#### [Work request]
Each line from the first entry to the line with "display:grid; place-items:center; width:50px;", both included, is to be returned unchanged, with any pictures dropped.

[Items listed in a dataset]

Segment Open

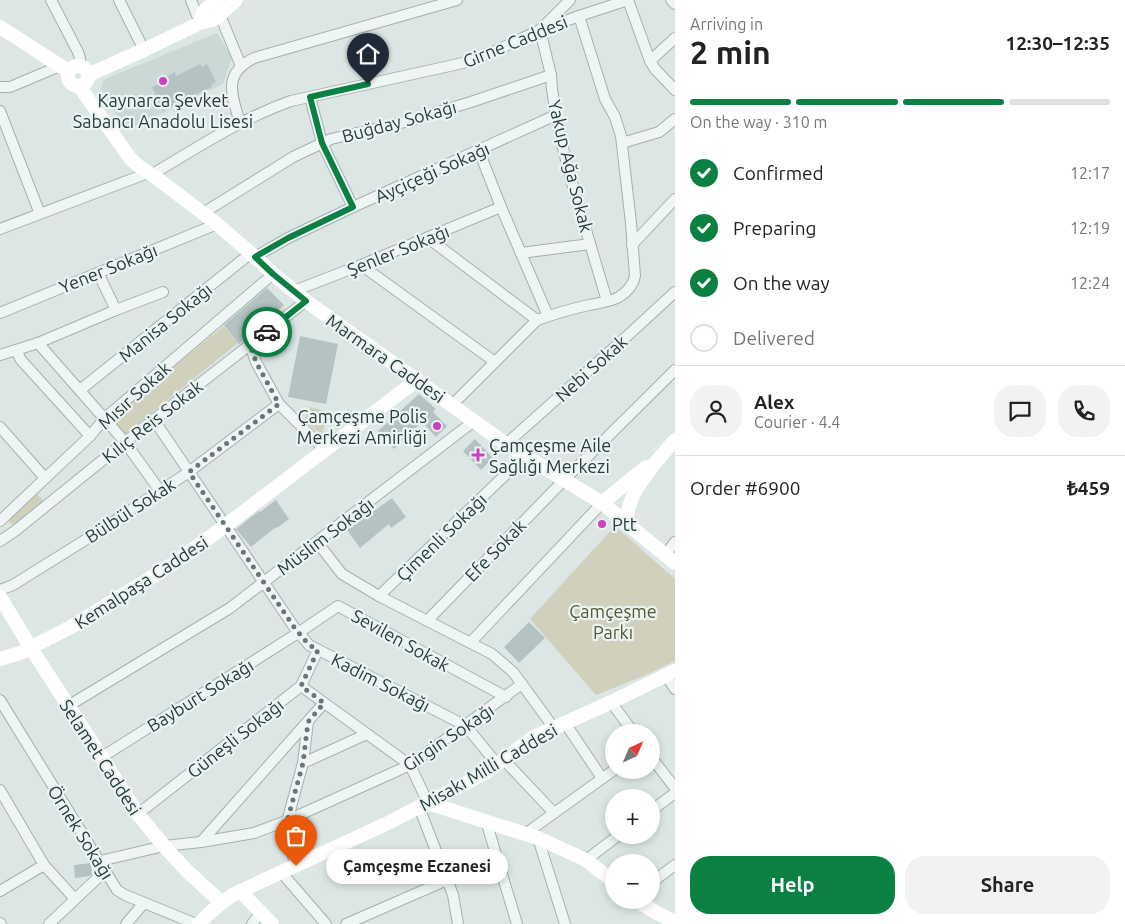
<!DOCTYPE html>
<html lang="en">
<head>
<meta charset="utf-8">
<style>
  :root { --surface:#fff; --page:#f2f2f2; --text:#222; --muted:#767676; --line:#e0e0e0; --accent:#0b8043 }
  body { margin:0; font-family:Ubuntu,sans-serif; background:var(--page); color:var(--text); height:100vh; display:flex; flex-direction:column; font-size:19px; white-space:nowrap }
  * { box-sizing:border-box; margin:0 }
  p { font-size:16px; color:var(--muted) }
  .icon { flex:none; width:28px; height:28px; fill:none; stroke:currentColor; stroke-width:2; stroke-linecap:round; stroke-linejoin:round }
  .map { position:relative; flex:1; overflow:hidden }
  .sheet { display:flex; flex-direction:column; background:var(--surface); width:450px }
  .sheet>* { flex:none }
  .needle { width:32px; rotate:44deg }
  .fabs { position:absolute; left:605px; top:724px; display:grid; gap:10px }
  .fabs a { display:grid; place-items:center; width:55px; height:55px; border-radius:50%; background:var(--surface); box-shadow:0 2px 8px #0003; font-size:25px }
  .pin { position:absolute; display:grid; place-items:center; width:42px; height:42px; color:#fff; margin:-51px -21px; border-radius:50% 50% 50% 0; rotate:-45deg; box-shadow:0 0 5px #0007 }
  .pin .icon { rotate:45deg }
  .courier { position:absolute; display:grid; place-items:center; width:50px; height:50px; margin:-25px; border:4px solid #0b8043; border-radius:50%; background:#fff; color:#222; box-shadow:0 1px 6px #0007 }
  .bubble { position:absolute; height:35px; border-radius:18px; background:var(--surface); box-shadow:0 2px 8px #0003; font-size:16px; font-weight:600; line-height:35px; text-align:center }
  .headline em { font-style:normal; font-weight:600 }
  .headline div { display:flex; flex-direction:column-reverse }
  .headline { display:flex; align-items:center; justify-content:space-between; height:85px; padding:0 15px }
  h1 { font-size:32px; font-weight:600; line-height:38px }
  .bar { display:grid; grid-template-columns:repeat(4,1fr); gap:8px 5px; align-content:center; height:60px; padding:0 15px }
  .bar i { height:6px; border-radius:4px; background:var(--line) }
  .bar .active { background:var(--accent) }
  .bar p { grid-column:span 4 }
  .line { display:flex; align-items:center; gap:12px; padding:0 15px; border-top:1px solid var(--line) }
  .line div { flex:1 }
  .round { display:grid; place-items:center; flex:none; width:52px; height:52px; border-radius:20px; background:var(--page) }
  ol { padding:0 15px; list-style:none }
  li { display:flex; align-items:center; gap:15px; height:55px }
  li p { margin-inline-start:auto }
  li .icon { padding:5px; border-radius:50%; background:var(--accent); color:#fff; stroke-width:4 }
  li:last-child { color:var(--muted) }
  li i { width:28px; height:28px; border:2px solid var(--line); border-radius:50% }
  .action { display:flex; gap:10px; margin-top:auto; padding:10px 15px }
  .action a { flex:1; height:58px; border-radius:20px; background:var(--accent); color:#fff; font-size:20px; font-weight:600; line-height:58px; text-align:center }
  .action a+a { background:var(--page); color:var(--text) }
  main { display:flex; flex:1; min-height:0 }
  .map>svg:first-child { display:block }
</style>
</head>
<body>
<main>
<div class="map">
<svg width="675" height="924" viewBox="0 0 675 924">
  <rect width="100%" height="100%" fill="#dce7e5"/>
  <polygon fill="#cad9d6" points="217,33 232,57 223,84 125,131 101,88 104,80 107,78"/>
  <g fill="#d1d0bd">
    <polygon points="224,326 238,343 124,435 111,417"/>
    <polygon points="310,407 328,412 322,435 304,420"/>
    <polygon points="36,493 44,501 18,523 13,525 9,522 11,516"/>
    <polygon points="615,526 675,579 675,661 646,675 596,695 530,619"/>
  </g>
  <g fill="#b4c3c1">
    <polygon points="200,64 202,67 207,64 216,82 211,85 212,87 163,110 152,87 169,79 167,76 175,72 176,76"/>
    <polygon points="267,288 284,305 239,344 224,325"/>
    <polygon points="300,336 338,344 326,404 288,397"/>
    <polygon points="419,394 436,409 433,412 447,426 436,437 422,422 394,449 378,431"/>
    <polygon points="475,439 493,458 481,470 463,451"/>
    <polygon points="392,498 406,517 391,528 389,524 360,548 347,530"/>
    <polygon points="276,500 289,519 277,528 276,527 251,547 236,529 259,511 260,512"/>
    <polygon points="529,622 545,638 519,663 504,647"/>
    <polygon points="91,863 92,874 90,876 75,878 74,865"/>
  </g>
  <g fill="none" stroke-linecap="round" stroke-linejoin="round">
    <defs>
      <g id="street">
        <polyline points="51,0 78,52 80,58 81,66"/>
        <polyline points="119,0 144,50"/>
        <polyline points="191,0 200,23"/>
        <polyline points="570,0 540,30 551,75 552,89 556,115 561,140 570,176 607,301"/>
        <polyline points="628,0 650,61 655,69 675,90"/>
        <polyline points="671,0 675,4"/>
        <polyline points="220,15 241,66"/>
        <polyline points="650,61 675,38"/>
        <polyline points="0,87 10,87 60,66"/>
        <polyline points="310,97 322,143 353,207"/>
        <polyline points="0,111 40,214"/>
        <path d="M240 123C232 95 222 74 254 58L457 0"/>
        <polyline points="622,143 659,132 675,119"/>
        <polyline points="479,151 501,207 548,316"/>
        <path d="M151 175C197 148 240 119 291 101L463 63 495 51 540 30 582 15 628 0"/>
        <polyline points="203,213 293,157 331,139 405,122 471,102 551,75"/>
        <polyline points="0,229 148,173"/>
        <polyline points="428,238 537,320"/>
        <polyline points="632,245 675,199"/>
        <polyline points="521,253 590,244"/>
        <polyline points="255,257 288,238 353,207 556,115"/>
        <polyline points="361,265 495,362"/>
        <polyline points="98,273 116,310"/>
        <polyline points="294,291 361,265 501,207"/>
        <polyline points="0,313 217,224"/>
        <polyline points="38,343 125,442 160,491"/>
        <polyline points="250,345 256,362 279,404 325,450"/>
        <polyline points="16,350 21,360 90,436"/>
        <polyline points="0,355 38,343 116,310 163,292"/>
        <polyline points="80,390 251,253"/>
        <path d="M452 405 537 320C554 314 571 309 589 305 599 303 610 302 619 297 627 292 633 286 635 276L631 223 621 136 615 117 605 99 579 16"/>
        <polyline points="154,420 294,627 309,645 466,726 497,764"/>
        <polyline points="0,427 45,478"/>
        <polyline points="506,444 625,338 675,292"/>
        <polyline points="0,521 90,436 105,418 273,274"/>
        <polyline points="0,541 15,531 125,442 306,301"/>
        <polyline points="317,542 342,574 379,596 492,654 513,672 554,728"/>
        <polyline points="665,555 675,542"/>
        <polyline points="0,590 13,585 82,542 186,474 279,404"/>
        <polyline points="379,596 525,456"/>
        <polyline points="427,621 564,480 675,370"/>
        <polyline points="471,642 602,503"/>
        <polyline points="666,676 675,689"/>
        <polyline points="301,686 410,765 428,803"/>
        <polyline points="0,700 117,890 125,895 196,924"/>
        <polyline points="611,702 633,732"/>
        <polyline points="68,706 230,608 474,421"/>
        <polyline points="565,723 602,778"/>
        <polyline points="102,757 298,633 338,606 506,697"/>
        <polyline points="651,757 675,788"/>
        <polyline points="503,759 554,813"/>
        <polyline points="303,763 308,722"/>
        <polyline points="0,790 44,865 75,899"/>
        <polyline points="419,807 453,895 458,924"/>
        <polyline points="651,811 675,793"/>
        <polyline points="138,814 301,686 318,650"/>
        <polyline points="486,821 517,924"/>
        <polyline points="525,834 614,770"/>
        <polyline points="538,838 565,924"/>
        <polyline points="201,842 254,833 286,821 410,765 522,684"/>
        <polyline points="586,860 619,835"/>
        <polyline points="100,861 164,846 201,842 324,703"/>
        <polyline points="296,866 285,829 303,763 367,734"/>
        <polyline points="281,872 326,924"/>
        <polyline points="651,883 675,865"/>
        <polyline points="0,891 44,865"/>
        <polyline points="0,923 1,924"/>
        <polyline points="49,924 105,871"/>
        <polyline points="126,924 144,903"/>
        <polyline points="252,924 261,912"/>
        <polyline points="346,924 447,880"/>
      </g>
    </defs>
    <use href="#street" stroke="#a2b1ae" stroke-width="12"/>
    <use href="#street" stroke="#eff5f4" stroke-width="10"/>
    <g stroke="#fff" stroke-width="14">
      <polyline points="200,23 204,11 217,0"/>
      <polyline points="0,27 68,71"/>
      <circle cx="78" cy="76" r="10"/>
      <polyline points="88,75 144,50 200,23 215,19 236,0"/>
      <path d="M79 86 130 158C137 166 145 171 154 176L217 224 262 263 273 274 306 301 506 444 602 503 675 563"/>
      <polyline points="602,503 646,467"/>
      <path d="M626 523C627 514 629 505 633 496 642 477 661 456 675 440"/>
      <polyline points="0,597 31,648 138,814 164,846 187,871 221,902"/>
      <polyline points="0,659 20,653 71,627 173,564 225,526 417,380"/>
      <polyline points="428,803 538,838 586,860 614,882"/>
      <polyline points="240,891 272,924"/>
      <polyline points="636,900 655,912 675,922"/>
      <path d="M199 924C209 912 221 903 234 894L388 823 485 773 534 737 607 704 675 671"/>
    </g>
  </g>
  <g fill="none" stroke-linecap="round" stroke-linejoin="round">
    <polyline stroke="#667876" stroke-width="5" stroke-dasharray="0 9" points="267,332 250,345 256,362 279,404 189,472 294,627 309,645 318,650 301,686 324,703 308,722 303,763 285,829 296,866"/>
    <polyline stroke="#0b8043" stroke-width="6" points="267,332 306,301 273,274 255,257 288,238 353,207 322,143 310,97 368,84"/>
  </g>
  <g fill="#ce3fc3" stroke="#ebf4f3" stroke-width="2">
    <circle cx="163" cy="81" r="5"/>
    <circle cx="437" cy="426" r="5"/>
    <path d="M475.5 447.5h5v5h5v5h-5v5h-5v-5h-5v-5h5z"/>
    <circle cx="602" cy="524" r="5"/>
  </g>
  <g text-anchor="middle" dominant-baseline="central" stroke-width="4.5" stroke-linejoin="round" paint-order="stroke">
    <g font-size="18" fill="#263d3a" stroke="#ebf4f3">
      <text transform="translate(515 41) rotate(-22)">Girne Caddesi</text>
      <text transform="translate(399 121) rotate(-15)">Buğday Sokağı</text>
      <text transform="translate(571 166) rotate(76)">Yakup Ağa Sokak</text>
      <text transform="translate(432 172) rotate(-24)">Ayçiçeği Sokağı</text>
      <text transform="translate(398 250) rotate(-22)">Şenler Sokağı</text>
      <text transform="translate(108 268) rotate(-22)">Yener Sokağı</text>
      <text transform="translate(165 322) rotate(-39)">Manisa Sokağı</text>
      <text transform="translate(386 358) rotate(35)">Marmara Caddesi</text>
      <text transform="translate(591 368) rotate(-42)">Nebi Sokak</text>
      <text transform="translate(134 395) rotate(-42)">Mısır Sokak</text>
      <text transform="translate(152 421) rotate(-38)">Kılıç Reis Sokak</text>
      <text transform="translate(130 510) rotate(-33)">Bülbül Sokak</text>
      <text transform="translate(325 536) rotate(-37)">Müslim Sokağı</text>
      <text transform="translate(441 537) rotate(-44)">Çimenli Sokağı</text>
      <text transform="translate(495 550) rotate(-46)">Efe Sokak</text>
      <text transform="translate(141 582) rotate(-33)">Kemalpaşa Caddesi</text>
      <text transform="translate(401 640) rotate(29)">Sevilen Sokak</text>
      <text transform="translate(381 682) rotate(27)">Kadim Sokağı</text>
      <text transform="translate(200 695) rotate(-32)">Bayburt Sokağı</text>
      <text transform="translate(448 737) rotate(-34)">Girgin Sokağı</text>
      <text transform="translate(235 738) rotate(-38)">Güneşli Sokağı</text>
      <text transform="translate(101 757) rotate(57)">Selamet Caddesi</text>
      <text transform="translate(488 767) rotate(-30)">Misakı Milli Caddesi</text>
      <text transform="translate(81 832) rotate(58)">Örnek Sokağı</text>
    </g>
    <g font-size="18" fill="#263d3a" stroke="#ebf4f3" text-anchor="start">
      <text x="163" y="100" text-anchor="middle">Kaynarca Şevket<tspan x="163" dy="21">Sabancı Anadolu Lisesi</tspan></text>
      <text x="427" y="416" text-anchor="end">Çamçeşme Polis<tspan x="427" dy="21">Merkezi Amirliği</tspan></text>
      <text x="489" y="445">Çamçeşme Aile<tspan x="489" dy="21">Sağlığı Merkezi</tspan></text>
      <text x="612" y="524">Ptt</text>
    </g>
    <g font-size="18" fill="#575933" stroke="#ebf4f3">
      <text x="613" y="611">Çamçeşme<tspan x="613" dy="21">Parkı</tspan></text>
    </g>
  </g>
</svg>
<div class="fabs">
<a><svg class="needle" viewBox="-14 -14 28 28"><path d="M0-13l5 13h-10z" fill="#e53935"/><path d="M0 13l5-13h-10z" fill="#767676"/></svg></a>
<a>+</a>
<a>−</a>
</div>
<div class="pin" style="left:296px;top:866px;background:#ea580c"><svg class="icon" aria-label="bag" viewBox="0 0 24 24"><path d="M5 8h14l-1 12H6zM9 8a3 3 0 0 1 6 0"/></svg></div>
<div class="pin" style="left:368px;top:84px;background:#1f2937"><svg class="icon" aria-label="home" viewBox="0 0 24 24"><path d="M3 11l9-7 9 7M6 9v11h12V9"/></svg></div>
<div class="courier" style="left:267px;top:332px"><svg class="icon" aria-label="car" viewBox="0 0 24 24"><path d="M5 17H2v-5l4-1 3-4h7l3 4 3 1v5h-3M9 17h6M6 11h13"/><circle cx="7" cy="17" r="2"/><circle cx="17" cy="17" r="2"/></svg></div>
<div class="bubble" style="left:326px;top:849px;width:182px">Çamçeşme Eczanesi</div>
</div>
<section class="sheet">
<div class="headline"><div><h1>2 min</h1><p>Arriving in</p></div><em>12:30–12:35</em></div>
<div class="bar"><i class="active"></i><i class="active"></i><i class="active"></i><i></i><p>On the way · 310 m</p></div>
<ol>
<li><svg class="icon" aria-label="check" viewBox="0 0 24 24"><path d="M5 12l5 5 9-10"/></svg>Confirmed<p>12:17</p></li>
<li><svg class="icon" aria-label="check" viewBox="0 0 24 24"><path d="M5 12l5 5 9-10"/></svg>Preparing<p>12:19</p></li>
<li><svg class="icon" aria-label="check" viewBox="0 0 24 24"><path d="M5 12l5 5 9-10"/></svg>On the way<p>12:24</p></li>
<li><i></i>Delivered</li>
</ol>
<div class="line" style="height:90px"><a class="round"><svg class="icon" aria-label="person" viewBox="0 0 24 24"><circle cx="12" cy="8" r="4"/><path d="M4 21q1-7 8-7t8 7"/></svg></a><div><b>Alex</b><p>Courier · 4.4</p></div><a class="round"><svg class="icon" aria-label="chat" viewBox="0 0 24 24"><path d="M4 5h16v11H9l-5 4z"/></svg></a><a class="round"><svg class="icon" aria-label="phone" viewBox="0 0 24 24"><path d="M5 4h4l2 5-3 2q2 4 5 5l2-3 5 2v4C11 20 4 13 5 4z"/></svg></a></div>
<div class="line" style="height:65px"><div>Order #6900</div><b>₺459</b></div>
<div class="action"><a>Help</a><a>Share</a></div>
</section>
</main>
</body>
</html>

Segment Closed

#### [Written reply]
<!DOCTYPE html>
<html lang="en">
<head>
<meta charset="utf-8">
<style>
  :root { --surface:#fff; --page:#f2f2f2; --text:#222; --muted:#767676; --line:#e0e0e0; --accent:#0b8043 }
  body { margin:0; font-family:Ubuntu,sans-serif; background:var(--page); color:var(--text); height:100vh; display:flex; flex-direction:column; font-size:19px; white-space:nowrap }
  * { box-sizing:border-box; margin:0 }
  p { font-size:16px; color:var(--muted) }
  .icon { flex:none; width:28px; height:28px; fill:none; stroke:currentColor; stroke-width:2; stroke-linecap:round; stroke-linejoin:round }
  .map { position:relative; flex:1; overflow:hidden }
  .sheet { display:flex; flex-direction:column; background:var(--surface); width:450px }
  .sheet>* { flex:none }
  .needle { width:32px; rotate:44deg }
  .fabs { position:absolute; left:605px; top:724px; display:grid; gap:10px }
  .fabs a { display:grid; place-items:center; width:55px; height:55px; border-radius:50%; background:var(--surface); box-shadow:0 2px 8px #0003; font-size:25px }
  .pin { position:absolute; display:grid; place-items:center; width:42px; height:42px; color:#fff; margin:-51px -21px; border-radius:50% 50% 50% 0; rotate:-45deg; box-shadow:0 0 5px #0007 }
  .pin .icon { rotate:45deg }
  .courier { position:absolute; display:grid; place-items:center; width:50px; height:50px; margin:-25px; border:4px solid #0b8043; border-radius:50%; background:#fff; color:#222; box-shadow:0 1px 6px #0007 }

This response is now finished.